[Feature Request] Support for open/neutral data formats for engine agnostic reads #12948

Bukhtawar · 2024-03-27T18:20:44Z

Is your feature request related to a problem? Please describe

While writing data in Lucene format enables faster queries, it also limits queries to use a compatible Lucene query engine. As data grows over time the need to keep engine compatible with the older data format imposes another constraint, preventing users to choose between getting benefits from newer versions vs keeping older format data readable.
Then in order to upgrade the engine, the data indexed in older formats need to be re-indexed, which requires data to be read from the source field with a compatible Lucene engine before individual documents can be re-indexed into a target version.

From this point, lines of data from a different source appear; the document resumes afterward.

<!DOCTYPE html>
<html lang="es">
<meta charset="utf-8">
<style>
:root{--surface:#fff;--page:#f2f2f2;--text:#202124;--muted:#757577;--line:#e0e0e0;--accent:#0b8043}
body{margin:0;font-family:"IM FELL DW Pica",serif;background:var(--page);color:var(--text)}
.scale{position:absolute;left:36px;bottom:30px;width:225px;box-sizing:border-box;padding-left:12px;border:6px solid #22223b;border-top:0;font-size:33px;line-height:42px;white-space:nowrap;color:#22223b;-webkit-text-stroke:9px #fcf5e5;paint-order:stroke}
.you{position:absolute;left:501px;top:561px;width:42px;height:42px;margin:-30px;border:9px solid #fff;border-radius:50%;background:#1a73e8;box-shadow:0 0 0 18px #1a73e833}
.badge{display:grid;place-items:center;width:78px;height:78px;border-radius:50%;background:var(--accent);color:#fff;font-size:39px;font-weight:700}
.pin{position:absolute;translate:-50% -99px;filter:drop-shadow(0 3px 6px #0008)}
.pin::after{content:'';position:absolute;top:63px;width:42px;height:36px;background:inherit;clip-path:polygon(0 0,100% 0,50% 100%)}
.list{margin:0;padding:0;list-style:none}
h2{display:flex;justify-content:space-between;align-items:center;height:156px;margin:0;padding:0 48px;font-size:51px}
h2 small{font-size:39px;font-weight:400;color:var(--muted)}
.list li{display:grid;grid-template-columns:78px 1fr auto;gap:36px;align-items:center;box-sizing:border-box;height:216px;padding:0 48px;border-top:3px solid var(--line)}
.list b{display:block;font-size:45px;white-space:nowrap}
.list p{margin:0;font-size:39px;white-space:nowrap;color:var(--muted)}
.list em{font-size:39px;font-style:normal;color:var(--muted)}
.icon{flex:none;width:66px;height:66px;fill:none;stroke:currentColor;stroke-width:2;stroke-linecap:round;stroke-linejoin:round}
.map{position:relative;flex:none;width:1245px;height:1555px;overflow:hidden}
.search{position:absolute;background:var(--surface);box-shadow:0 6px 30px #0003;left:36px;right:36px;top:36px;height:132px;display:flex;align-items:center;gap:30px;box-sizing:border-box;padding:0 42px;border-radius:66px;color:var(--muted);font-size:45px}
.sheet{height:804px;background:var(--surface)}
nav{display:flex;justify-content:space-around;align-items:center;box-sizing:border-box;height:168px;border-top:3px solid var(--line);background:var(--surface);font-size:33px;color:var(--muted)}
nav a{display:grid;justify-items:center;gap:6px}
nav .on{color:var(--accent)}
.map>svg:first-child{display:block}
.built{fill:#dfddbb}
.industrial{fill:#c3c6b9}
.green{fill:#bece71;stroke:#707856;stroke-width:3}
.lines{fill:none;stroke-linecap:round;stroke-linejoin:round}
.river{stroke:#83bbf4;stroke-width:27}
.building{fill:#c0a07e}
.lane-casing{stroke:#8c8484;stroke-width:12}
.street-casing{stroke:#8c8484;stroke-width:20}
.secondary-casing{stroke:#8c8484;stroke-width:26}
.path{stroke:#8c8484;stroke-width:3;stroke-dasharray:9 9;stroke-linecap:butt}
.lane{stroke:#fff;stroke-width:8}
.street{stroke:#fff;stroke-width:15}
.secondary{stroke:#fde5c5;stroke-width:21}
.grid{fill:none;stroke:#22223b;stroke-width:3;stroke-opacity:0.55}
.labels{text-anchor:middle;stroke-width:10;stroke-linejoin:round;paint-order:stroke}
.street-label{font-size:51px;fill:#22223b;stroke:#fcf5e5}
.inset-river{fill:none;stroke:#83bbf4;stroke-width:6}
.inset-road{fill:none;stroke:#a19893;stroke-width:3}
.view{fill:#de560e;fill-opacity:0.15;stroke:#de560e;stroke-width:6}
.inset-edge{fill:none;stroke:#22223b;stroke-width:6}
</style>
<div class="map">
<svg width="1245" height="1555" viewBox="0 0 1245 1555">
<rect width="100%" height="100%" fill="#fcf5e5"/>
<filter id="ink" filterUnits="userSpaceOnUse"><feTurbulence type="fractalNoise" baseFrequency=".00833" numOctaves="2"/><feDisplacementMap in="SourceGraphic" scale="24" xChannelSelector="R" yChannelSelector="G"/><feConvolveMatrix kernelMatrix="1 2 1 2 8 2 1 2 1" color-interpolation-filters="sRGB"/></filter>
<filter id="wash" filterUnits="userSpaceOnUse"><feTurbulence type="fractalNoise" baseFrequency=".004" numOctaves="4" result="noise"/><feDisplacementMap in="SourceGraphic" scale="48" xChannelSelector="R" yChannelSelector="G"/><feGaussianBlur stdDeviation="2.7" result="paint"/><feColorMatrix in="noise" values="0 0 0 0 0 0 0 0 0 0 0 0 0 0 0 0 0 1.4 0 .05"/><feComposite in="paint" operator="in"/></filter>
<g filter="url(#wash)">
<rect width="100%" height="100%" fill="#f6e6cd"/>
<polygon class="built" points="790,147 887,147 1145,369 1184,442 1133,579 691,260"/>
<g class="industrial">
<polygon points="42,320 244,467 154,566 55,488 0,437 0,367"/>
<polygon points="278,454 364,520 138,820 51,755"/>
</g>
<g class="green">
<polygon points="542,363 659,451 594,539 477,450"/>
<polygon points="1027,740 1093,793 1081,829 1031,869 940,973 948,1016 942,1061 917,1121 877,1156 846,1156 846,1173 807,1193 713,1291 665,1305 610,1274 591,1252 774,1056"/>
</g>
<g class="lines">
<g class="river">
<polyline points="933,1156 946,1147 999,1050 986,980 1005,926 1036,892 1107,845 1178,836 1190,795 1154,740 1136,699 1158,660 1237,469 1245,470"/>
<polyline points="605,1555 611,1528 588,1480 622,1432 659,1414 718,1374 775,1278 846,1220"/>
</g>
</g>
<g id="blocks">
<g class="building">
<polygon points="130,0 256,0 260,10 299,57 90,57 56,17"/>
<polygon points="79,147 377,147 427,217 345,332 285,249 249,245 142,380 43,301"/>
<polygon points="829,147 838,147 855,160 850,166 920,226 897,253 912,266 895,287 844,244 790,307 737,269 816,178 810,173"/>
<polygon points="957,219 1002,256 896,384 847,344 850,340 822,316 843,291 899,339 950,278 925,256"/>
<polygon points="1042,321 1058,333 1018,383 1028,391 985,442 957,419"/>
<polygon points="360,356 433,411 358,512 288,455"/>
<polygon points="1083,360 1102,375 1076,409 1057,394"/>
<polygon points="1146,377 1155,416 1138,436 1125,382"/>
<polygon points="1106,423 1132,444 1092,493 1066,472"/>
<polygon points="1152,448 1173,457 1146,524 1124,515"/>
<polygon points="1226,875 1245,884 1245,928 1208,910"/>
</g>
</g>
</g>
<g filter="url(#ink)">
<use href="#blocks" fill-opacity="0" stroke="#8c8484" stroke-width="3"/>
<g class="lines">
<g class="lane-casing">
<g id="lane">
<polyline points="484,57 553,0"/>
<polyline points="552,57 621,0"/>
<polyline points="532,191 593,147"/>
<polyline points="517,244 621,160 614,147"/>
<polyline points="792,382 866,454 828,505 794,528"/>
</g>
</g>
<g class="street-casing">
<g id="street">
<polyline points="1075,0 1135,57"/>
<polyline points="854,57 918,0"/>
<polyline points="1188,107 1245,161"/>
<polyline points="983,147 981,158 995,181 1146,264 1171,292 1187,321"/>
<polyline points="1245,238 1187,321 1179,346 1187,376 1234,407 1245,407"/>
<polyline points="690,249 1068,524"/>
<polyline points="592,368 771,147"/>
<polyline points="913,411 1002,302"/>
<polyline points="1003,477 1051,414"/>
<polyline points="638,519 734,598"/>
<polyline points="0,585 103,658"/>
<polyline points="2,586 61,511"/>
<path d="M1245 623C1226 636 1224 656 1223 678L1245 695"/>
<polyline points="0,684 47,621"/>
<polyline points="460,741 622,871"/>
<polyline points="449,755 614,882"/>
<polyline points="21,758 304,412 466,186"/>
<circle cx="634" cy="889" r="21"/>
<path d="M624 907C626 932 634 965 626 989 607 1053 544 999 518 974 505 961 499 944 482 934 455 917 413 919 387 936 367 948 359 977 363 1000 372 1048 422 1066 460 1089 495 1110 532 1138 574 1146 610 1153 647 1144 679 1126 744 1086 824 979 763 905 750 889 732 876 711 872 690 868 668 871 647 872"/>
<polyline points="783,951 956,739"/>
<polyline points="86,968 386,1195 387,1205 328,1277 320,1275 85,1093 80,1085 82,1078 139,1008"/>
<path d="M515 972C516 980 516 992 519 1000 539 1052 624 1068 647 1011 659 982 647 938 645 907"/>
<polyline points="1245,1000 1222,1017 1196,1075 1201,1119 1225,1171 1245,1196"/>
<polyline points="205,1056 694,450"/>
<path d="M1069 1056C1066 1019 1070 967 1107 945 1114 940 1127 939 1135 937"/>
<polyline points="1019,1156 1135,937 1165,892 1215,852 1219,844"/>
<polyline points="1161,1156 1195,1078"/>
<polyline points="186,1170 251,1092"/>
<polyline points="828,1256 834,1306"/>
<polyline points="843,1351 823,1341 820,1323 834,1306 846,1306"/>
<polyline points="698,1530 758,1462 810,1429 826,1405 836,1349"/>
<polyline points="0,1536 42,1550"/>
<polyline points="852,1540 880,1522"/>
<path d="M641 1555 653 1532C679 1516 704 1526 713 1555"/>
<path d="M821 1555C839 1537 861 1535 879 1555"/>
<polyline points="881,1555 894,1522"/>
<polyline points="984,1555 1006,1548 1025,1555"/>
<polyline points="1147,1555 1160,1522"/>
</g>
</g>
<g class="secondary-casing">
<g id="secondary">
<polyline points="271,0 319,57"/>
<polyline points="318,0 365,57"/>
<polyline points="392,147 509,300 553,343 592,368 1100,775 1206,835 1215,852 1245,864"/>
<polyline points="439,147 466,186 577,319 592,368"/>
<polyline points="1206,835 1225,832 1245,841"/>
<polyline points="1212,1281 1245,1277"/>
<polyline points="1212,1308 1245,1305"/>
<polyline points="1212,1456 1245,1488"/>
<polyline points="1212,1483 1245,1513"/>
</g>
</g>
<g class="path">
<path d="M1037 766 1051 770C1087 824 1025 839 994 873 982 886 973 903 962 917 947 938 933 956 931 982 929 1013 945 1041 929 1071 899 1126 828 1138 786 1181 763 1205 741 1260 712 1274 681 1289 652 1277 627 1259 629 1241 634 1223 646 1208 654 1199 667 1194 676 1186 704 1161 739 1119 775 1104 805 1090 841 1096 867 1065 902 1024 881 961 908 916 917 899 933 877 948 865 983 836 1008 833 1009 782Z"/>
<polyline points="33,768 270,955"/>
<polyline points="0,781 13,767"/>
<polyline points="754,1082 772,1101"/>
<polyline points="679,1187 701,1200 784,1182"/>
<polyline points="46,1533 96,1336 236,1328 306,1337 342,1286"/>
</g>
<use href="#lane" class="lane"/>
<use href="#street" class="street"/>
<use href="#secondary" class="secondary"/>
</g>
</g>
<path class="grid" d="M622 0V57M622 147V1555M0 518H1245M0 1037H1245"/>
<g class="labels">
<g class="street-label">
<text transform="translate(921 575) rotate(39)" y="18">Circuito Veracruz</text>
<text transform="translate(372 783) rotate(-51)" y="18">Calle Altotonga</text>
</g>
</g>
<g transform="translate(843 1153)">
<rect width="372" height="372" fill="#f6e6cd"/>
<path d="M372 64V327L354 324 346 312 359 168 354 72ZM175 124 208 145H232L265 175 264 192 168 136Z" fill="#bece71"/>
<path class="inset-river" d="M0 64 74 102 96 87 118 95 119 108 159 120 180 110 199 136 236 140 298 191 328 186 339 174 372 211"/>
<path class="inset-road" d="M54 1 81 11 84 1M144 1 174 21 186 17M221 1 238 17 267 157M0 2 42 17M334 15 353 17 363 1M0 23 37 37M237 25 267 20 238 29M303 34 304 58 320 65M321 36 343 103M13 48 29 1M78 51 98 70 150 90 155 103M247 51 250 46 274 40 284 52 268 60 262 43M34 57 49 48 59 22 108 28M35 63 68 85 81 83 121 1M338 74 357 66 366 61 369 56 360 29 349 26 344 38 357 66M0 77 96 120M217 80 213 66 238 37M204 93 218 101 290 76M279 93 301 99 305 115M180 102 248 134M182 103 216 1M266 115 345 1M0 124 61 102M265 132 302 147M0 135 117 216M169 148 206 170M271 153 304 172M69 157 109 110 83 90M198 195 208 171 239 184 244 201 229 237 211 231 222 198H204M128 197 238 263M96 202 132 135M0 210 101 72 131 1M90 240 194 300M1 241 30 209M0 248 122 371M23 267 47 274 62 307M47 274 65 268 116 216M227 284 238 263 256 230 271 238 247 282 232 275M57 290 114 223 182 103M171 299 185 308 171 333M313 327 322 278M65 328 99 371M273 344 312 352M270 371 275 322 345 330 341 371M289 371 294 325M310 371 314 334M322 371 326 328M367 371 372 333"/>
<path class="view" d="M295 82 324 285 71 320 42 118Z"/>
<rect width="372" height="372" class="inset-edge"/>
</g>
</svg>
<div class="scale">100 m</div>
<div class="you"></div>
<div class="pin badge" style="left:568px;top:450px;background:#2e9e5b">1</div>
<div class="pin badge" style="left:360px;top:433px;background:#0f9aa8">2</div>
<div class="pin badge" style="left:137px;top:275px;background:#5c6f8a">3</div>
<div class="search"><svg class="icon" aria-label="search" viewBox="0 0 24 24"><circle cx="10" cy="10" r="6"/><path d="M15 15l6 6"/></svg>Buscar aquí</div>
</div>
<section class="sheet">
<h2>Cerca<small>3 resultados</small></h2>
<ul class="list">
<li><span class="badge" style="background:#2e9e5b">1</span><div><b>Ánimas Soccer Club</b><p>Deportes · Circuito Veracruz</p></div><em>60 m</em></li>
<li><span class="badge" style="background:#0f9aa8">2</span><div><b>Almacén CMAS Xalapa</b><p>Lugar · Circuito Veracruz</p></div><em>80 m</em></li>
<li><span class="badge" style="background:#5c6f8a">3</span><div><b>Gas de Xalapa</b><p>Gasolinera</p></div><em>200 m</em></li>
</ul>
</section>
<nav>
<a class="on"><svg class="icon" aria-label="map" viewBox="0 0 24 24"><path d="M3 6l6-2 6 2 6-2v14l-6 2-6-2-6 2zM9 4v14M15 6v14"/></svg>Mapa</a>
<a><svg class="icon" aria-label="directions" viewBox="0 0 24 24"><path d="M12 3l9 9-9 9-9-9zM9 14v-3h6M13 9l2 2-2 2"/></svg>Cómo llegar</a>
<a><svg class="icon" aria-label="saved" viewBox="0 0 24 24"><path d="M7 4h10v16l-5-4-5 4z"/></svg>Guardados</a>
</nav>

Describe the solution you'd like

The source field stores the raw doc as a spl field, however this field can only be read by a compatible Lucene version. It be good if we could store this field in open/neutral format. This would enable users to

Use a query engine of their choice to query original data, even if the Lucene data formats changed
Be able to re-index seamlessly without having to get locked in by the source data format. For instance check the complexity involved

There could be caveats though with the query performance where actual doc needs to be returned, based on the data format, which needs to be evaluated further

Related component

Storage

Describe alternatives you've considered

No response

Additional context

No response

The text was updated successfully, but these errors were encountered:

backslasht · 2024-03-28T03:08:32Z

@Bukhtawar - Thanks for the proposal. Format could mean two things here, i) format of the data represented as part of the document, ii) format of the data in rest (compressed and stored). Currently index codec defines both, are you suggesting to change both or just the first one?

Bukhtawar · 2024-03-28T08:39:54Z

Thanks @backslasht here I intend to keep the data stored at rest in a format that makes it easier for diverse query engines to be plugged in and helps data break free from the Lucene version compatibility constraints as much as possible.

Looping @reta @andrross @msfroh @tharejas @sachinpkale @gbbafna for thoughts

sachinpkale · 2024-03-28T10:09:25Z

Nice proposal!

I am trying to understand scope of this feature request with following questions:

For my understanding, is the source field part of Lucene segment today? if yes, even if we change its type from special field to a neutral type, say JSON, we still need Lucene to read the field first, right? Or are we proposing to store the source independent of segments?

Use a query engine of their choice to query original data, even if the Lucene data formats changed

Does querying original data from another query engine bypass OpenSearch or this also means OpenSearch support pluggable query engines?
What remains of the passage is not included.